Сидел, успокаивался, подсматривал, как перемешавшись, переплавившись в полуденной жаркотне, из сосновой спокойной пены заваривался вечер – сначала осторожными, как бы щупающими струями, потом всё круче и круче… Не удержался, вышел из машины и чуть не захлебнулся запахом. Божьи подмышки. Божье лоно – лес. Надышаться
Птичка запищала громче и быстрее, как будто обрадовалась, что увидела-таки того, кому отсчитывала. Эх ты, птичка! Теперь-то надо бы помедленней, тише, спокойнее, куда ж ты заторопилась?!
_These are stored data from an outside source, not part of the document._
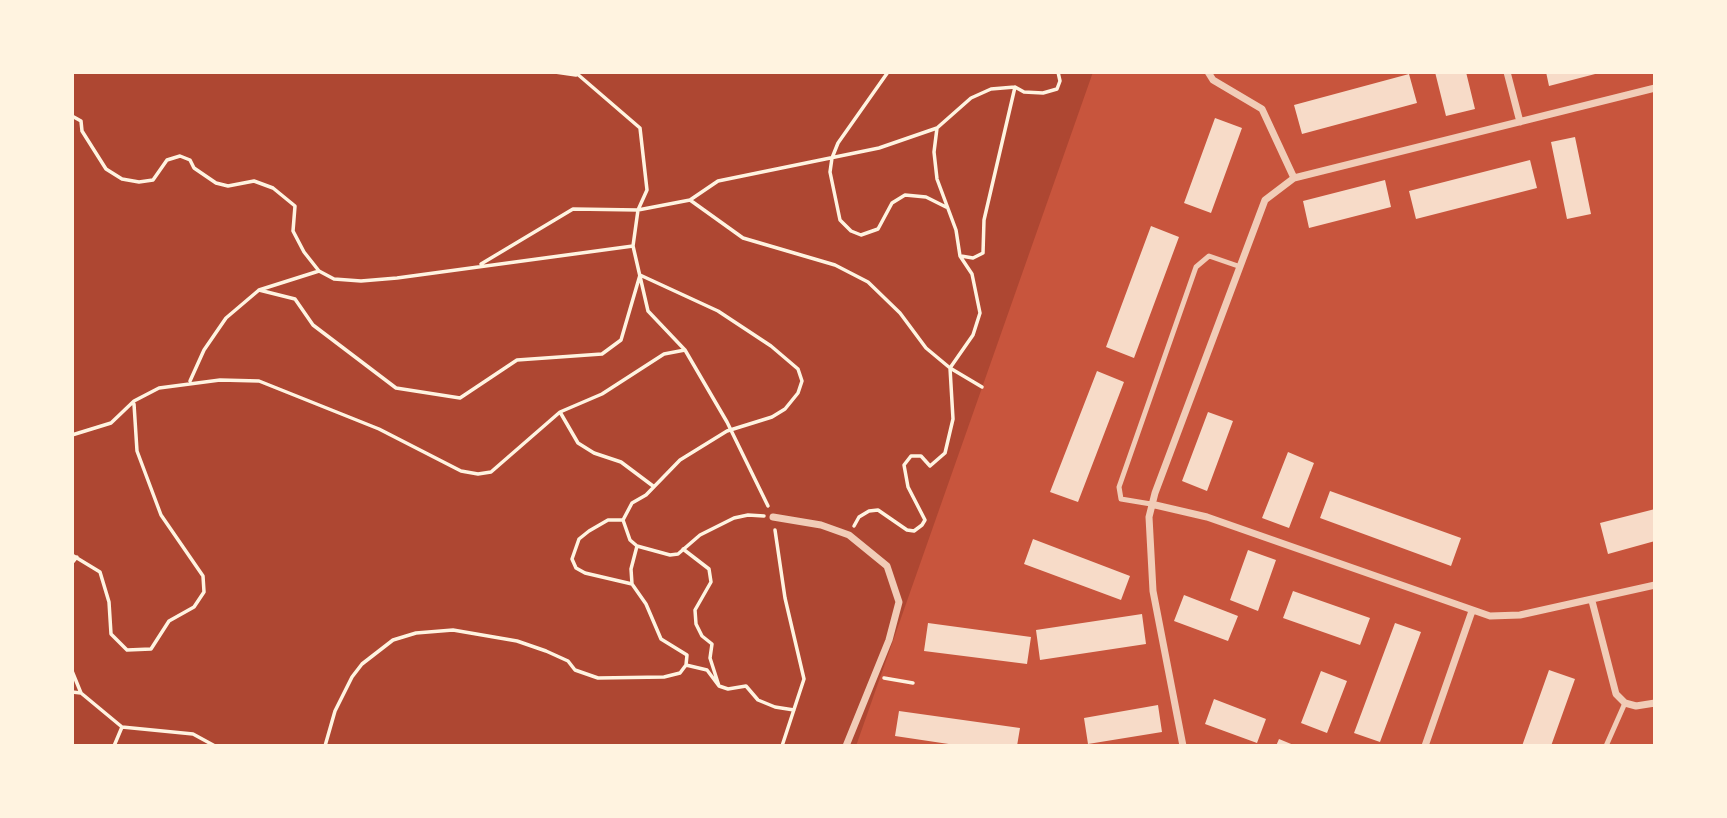 <!DOCTYPE html>
<html>
<head>
<meta charset="utf-8">
<style>
  body { margin:0 }
  #map { position:relative; width:1727px; height:818px; overflow:hidden; background:#c8553d; font-family:Mulish,sans-serif }
  canvas { display:block }
  .frame { position:absolute; inset:0; border:74px solid #fff3e0; pointer-events:none }
</style>
</head>
<body>
<div id="map">
<canvas width="1727" height="818"></canvas>
<div class="frame"></div>
</div>
<script>
const ctx = document.querySelector('canvas').getContext('2d');
ctx.lineJoin = 'round';
function paint(path, color) { ctx.fillStyle = color; ctx.fill(path, 'evenodd'); }
const poly = rows => new Path2D(rows.map(r => 'M' + r).join(''));
function stroke(path, color, width, dash) { ctx.strokeStyle = color; ctx.lineWidth = width; ctx.lineCap = dash ? 'butt' : 'round'; ctx.setLineDash(dash || []); ctx.stroke(path); }
const green = poly([
  [72,72,1093,72,856,746,72,746]
]);
const building = poly([
  [1435,72,1466,72,1475,109,1446,116],
  [1546,72,1599,72,1599,73,1549,86],
  [1409,74,1417,103,1302,134,1294,105],
  [1215,118,1242,128,1211,213,1184,203],
  [1575,137,1591,214,1567,219,1551,142],
  [1530,160,1537,188,1416,219,1409,191],
  [1385,180,1391,207,1309,228,1303,201],
  [1151,226,1179,237,1134,358,1106,347],
  [1097,371,1124,382,1078,502,1050,492],
  [1208,412,1233,421,1207,491,1182,481],
  [1288,452,1314,463,1289,528,1262,518],
  [1330,491,1461,538,1451,566,1320,518],
  [1655,509,1655,541,1608,554,1600,523],
  [1033,539,1130,576,1121,600,1024,564],
  [1248,550,1276,560,1258,611,1230,600],
  [1293,591,1370,618,1360,645,1283,618],
  [1184,595,1238,616,1228,641,1174,621],
  [1142,614,1146,644,1040,660,1036,630],
  [928,623,1031,637,1027,664,924,651],
  [1395,623,1421,632,1380,742,1354,733],
  [1549,670,1575,679,1551,746,1522,746],
  [1321,671,1347,681,1327,733,1301,723],
  [1214,699,1266,719,1257,743,1205,724],
  [1158,705,1162,732,1088,744,1084,718],
  [899,711,1020,728,1017,746,962,746,895,736],
  [1279,739,1296,746,1276,746]
]);
const path = poly([
  [555,72,576,75],
  [575,72,640,128,647,190,638,210,633,246,648,311,685,350,727,422,768,506],
  [888,72,838,143,832,158,830,172,840,220,851,231,861,235,878,229,892,203,905,195,926,197,946,207],
  [72,116,81,121,82,131,106,169,122,179,139,182,153,180,167,160,180,156,190,160,194,168,216,183,228,186,254,181,273,188,295,206,293,231,304,252,319,271,334,279,361,281,397,278,633,246],
  [690,200,718,181,879,148,937,128],
  [961,256,973,258,983,253,984,220,1015,87],
  [481,264,573,209,638,210,690,200,743,238,835,265,868,282,900,313,926,348,950,368,982,387],
  [319,271,259,290,295,299,313,325,396,388,460,398,517,360,602,354,621,340,640,275,718,311,771,346,798,369,802,381,798,393,785,409,772,417,727,431,680,460,646,495,632,503,623,520,630,540,637,546,670,555,678,554,700,535,734,518,748,515,764,516],
  [190,381,204,350,226,318,259,290],
  [560,412,602,394,664,354,685,350],
  [72,435,111,423,134,401,159,388,220,380,259,381,379,429,461,471,478,474,491,472,560,412,578,443,594,453,621,462,653,486],
  [854,526,859,517,869,511,878,510,907,530,914,531,922,525,925,520,908,487,904,465,911,456,921,456,930,466,945,453,953,419,950,368,973,335,980,313,972,274,960,256,956,230,937,179,934,152,937,128,971,98,991,89,1015,87,1024,92,1043,93,1057,89,1060,81,1058,72],
  [775,530,785,598,804,679,782,746],
  [683,549,709,569,711,582,695,610,696,624,702,636,712,644,710,658,719,686],
  [72,555,100,572,109,602,111,634,127,650,151,649,169,621,194,607,204,592,203,576,161,515,137,451,134,404],
  [72,563,77,557],
  [632,584,631,569,637,546],
  [686,665,707,670,719,686,728,689,746,686,758,700,775,707,794,710],
  [72,671,81,693,122,727],
  [884,678,913,683],
  [72,692,81,693],
  [114,746,122,727,193,734,215,746],
  [325,746,335,711,352,677,362,664,393,640,416,633,453,630,517,641,546,651,568,661,575,670,598,678,664,677,680,673,686,665,687,655,661,639,646,604,632,584,585,573,576,568,572,559,579,539,589,531,608,520,623,520]
]);
const service = poly([
  [1151,504,1121,499,1119,487,1196,267,1209,256,1238,266],
  [1606,746,1625,703]
]);
const minor = poly([
  [1208,72,1213,80,1262,109,1294,178],
  [1507,72,1520,122],
  [1151,504,1207,517,1490,616,1520,615,1655,585],
  [773,517,821,525,849,535,887,566,899,602,889,640,846,746],
  [1592,601,1616,694,1625,703,1636,706,1655,703],
  [1183,746,1153,591,1149,517,1155,493,1265,200,1294,178,1655,88],
  [1425,746,1472,611]
]);
paint(green, '#ae4732');
paint(building, '#f7dbc8');
stroke(path, '#fff3e0', 3.5);
stroke(service, '#f1ccb7', 5);
stroke(minor, '#f1ccb7', 7);
</script>
</body>
</html>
Дорога – песок, а шаг в сторону – мох, зелёный бархат, куда как выше щиколотки. Клок вынулся из песка, как будто и не рос вовсе, а просто был уложен здесь стоячими рядами на хранение. Белый чистый корень чуть не с полметра длиной. Зачем дёргал? Обратно ведь не воткнёшь… Да-а… Ощущение, что до леса ходил на голове. Беспокойные сердца, ёлки зелёные! Да почему же они должны быть беспокойные? Ровно наоборот! Сердца должны быть спокойны! И – без всякого восклицательного знака: спо-кой-ны. Мятежный ищет бури, как будто в буре есть то, что только и надо искать. Что? По-кой. Из-за него-то, по сути, и весь сыр-бор. Сыр бор. Бор. Я к тебе сюда за покоем. Среди людей его не достичь, от них сенная – людная! – лихорадка. За покоем только сюда, где в кадастрах все первые номера не у мерлушковых папах, а у сосны. Сосны, сосны, сосны… да вон можжевеловые калики-карлики, то тут, то там, сгорбленные, переломленные, в худых и рваных камзольчиках. Здесь не обманешь, на лесной народец морок не наведёшь: карлик – значит карлик. А сосны на подбор: мачты! Нет, вон и не такая высокая, с коленцами сухих веток от самого почти комля, словно два великана канались на ней, да так крепко, что меж пальцев у них повыступило сосновое тело. Раздавили. А вон надломленная, кривая берёза, с уродливым капом на изгибе. А вон зачахший раскоряченный дубок, не выдержавший гонки с соснами вверх. И всё же…
Ну, пищи, пищи!..
Лёг на мох. Мягкое сочетание естественных красок – сангина на голубом, зелень случайна, её не замечаешь, если смотреть выше папоротника. На сосну глядя убеждаешься, что лишней кроны дереву и не нужно, баловство, дурь, особенно все лиственные сари и салопы. Только сосны и только небо. Нет этого чёртова горизонта, ереси этой атеистической, символа ложности и принципиальной недостижимости – нет его! А значит – и никакой обречённости нет, тщеты. Как в храме, где меня и не видели. Хотя и в храме – крыша, предел. Ведь было же русским людям где молится и спасаться! И тогда, когда их попы в церкви ещё не загнали, и когда уже мы сами их к попам в церкви не пускали. Может и мы не правы, но и в храмах ложь. Вот правда – сосны и синь. Лесом земля пришита к небу. Накрепко.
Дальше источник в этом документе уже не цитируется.